Squire was spared from having to ask what the hell I was talking about–he hated having to admit he didn’t know something–as the waitress came to take our order. When that was done, he boomed a non sequitur, “Ah, I love New York.”
“Living in New York is worse than boot camp. Trust me, I know.”
“You can’t tell me it’s worse than El Ay.”
“I can tell you, and I will. Here’s easy proof. There aren’t even ten thousand cops in El Ay. Chicago has over thirteen grand. But NYC has more than forty triple O. What does that tell you?”
Squire’s usual reply would be an automatic “It tells me nothing!” but he knew better than to try that with me, under any circumstances but especially today. So he went with, “And yet you never see one around when you need him.”
“Next time something happens to you, make sure you’re in a donut shop.”
“I have people who get my donuts,” Harry complained, but found that didn’t impress the girl.

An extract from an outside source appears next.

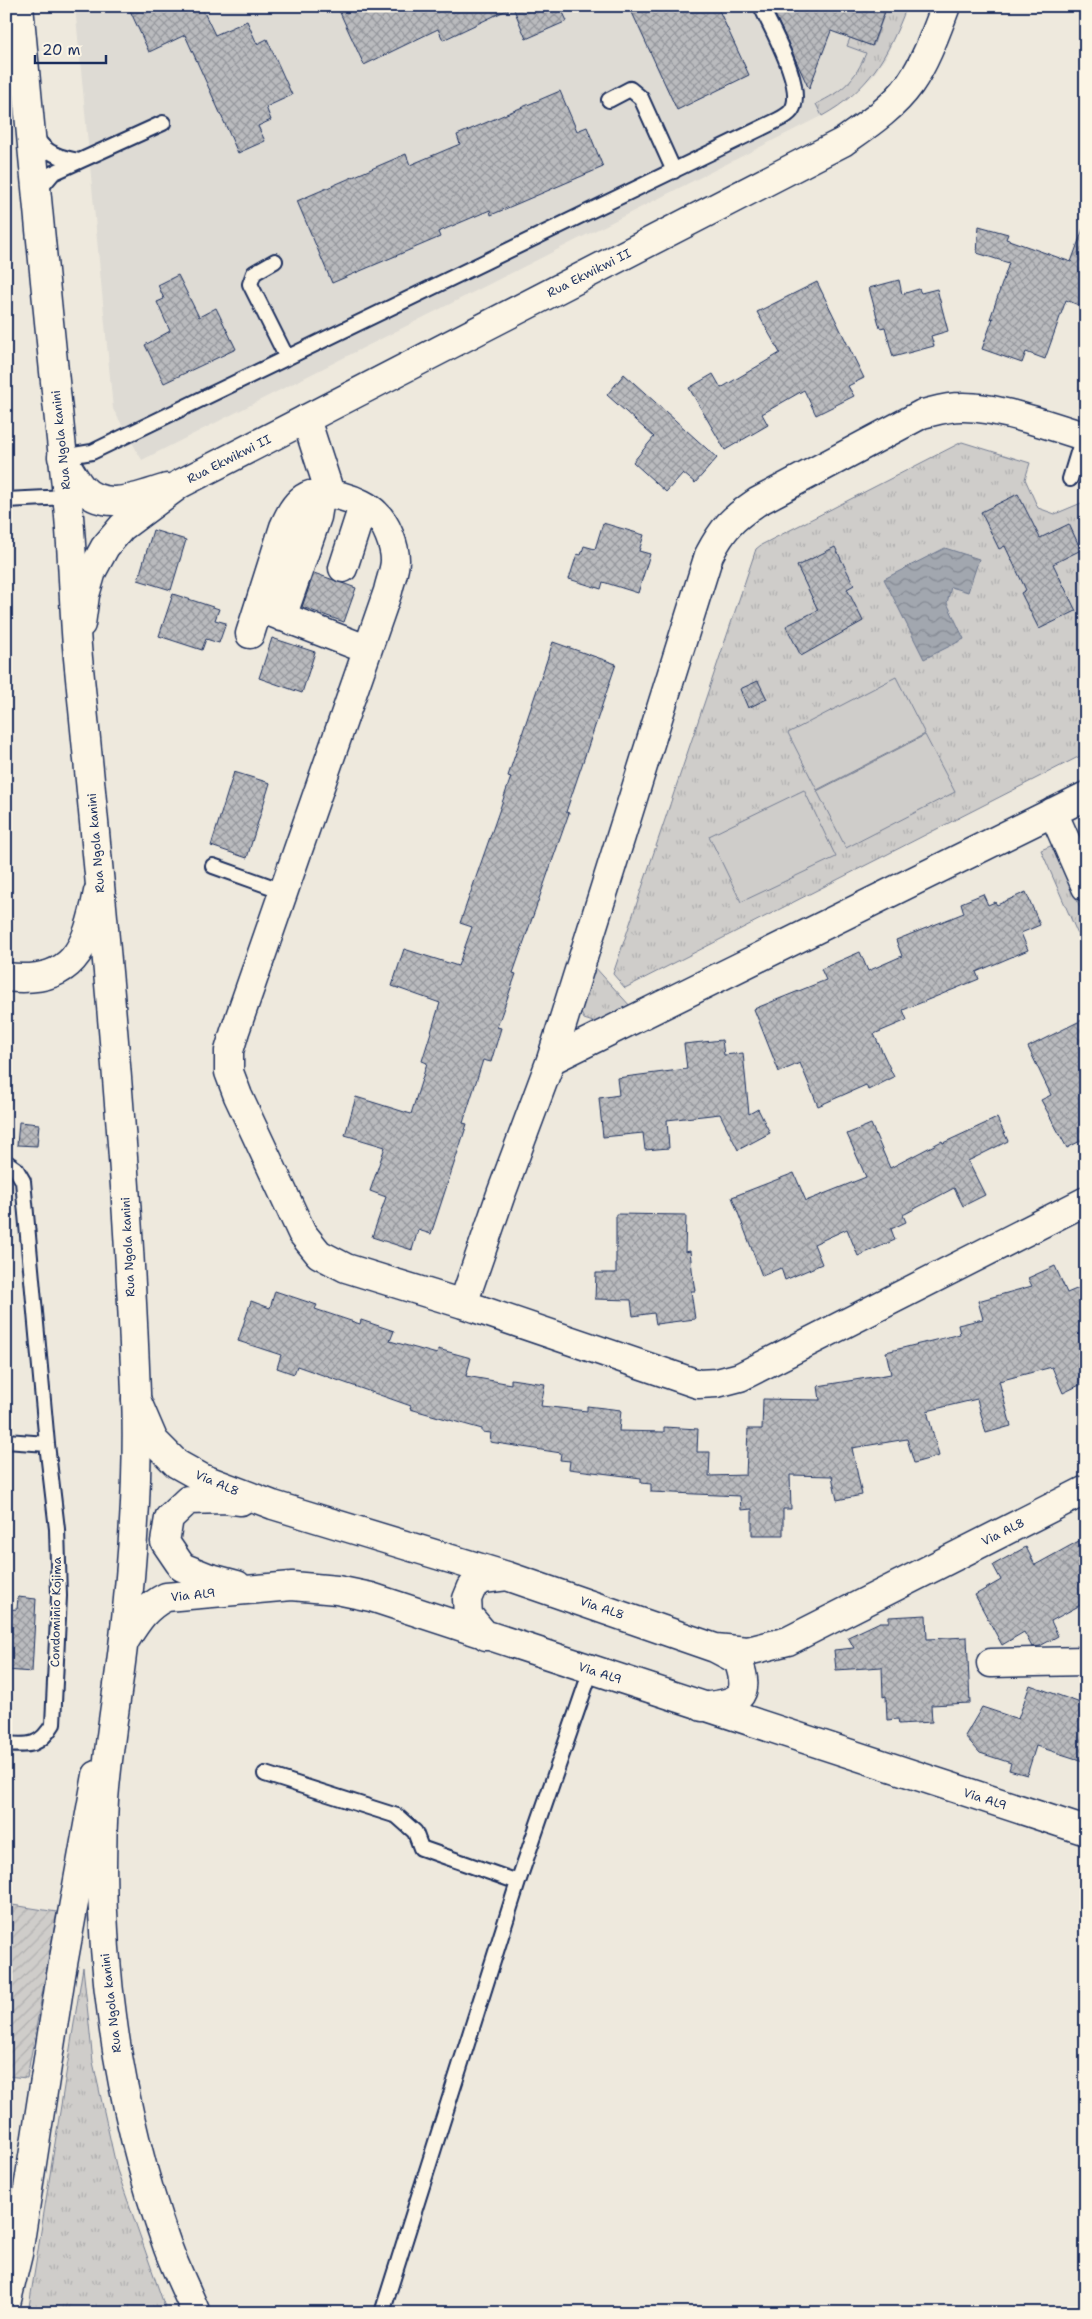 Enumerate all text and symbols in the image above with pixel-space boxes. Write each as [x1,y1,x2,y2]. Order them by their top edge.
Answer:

Okay, something a little more moneyed, he thought. “I was at a fundraiser the other night, I don’t remember what for, but it sure raised a lot of money, I’m told. Had some big politicos speaking, and the police chief was there too. He went on and on in a verbal monologue–sorry, that’s an oxymoron– about how citizens have to help the police, even the rich ones like us. It was quite pathetic. Yeah fine, here’s a check, now shut up and get out.”
Lea glanced over at me, wondering which way I’d go with that; she thought of at least five avenues of attack.
“Verbal monologue is not an oxymoron; it’s a redundancy. Written monologue would be an oxymoron.”
Okay, six.
“And did you write him a check?” she asked sweetly.
“Of course not!” he snorted. “Who knows what he would have done with it!”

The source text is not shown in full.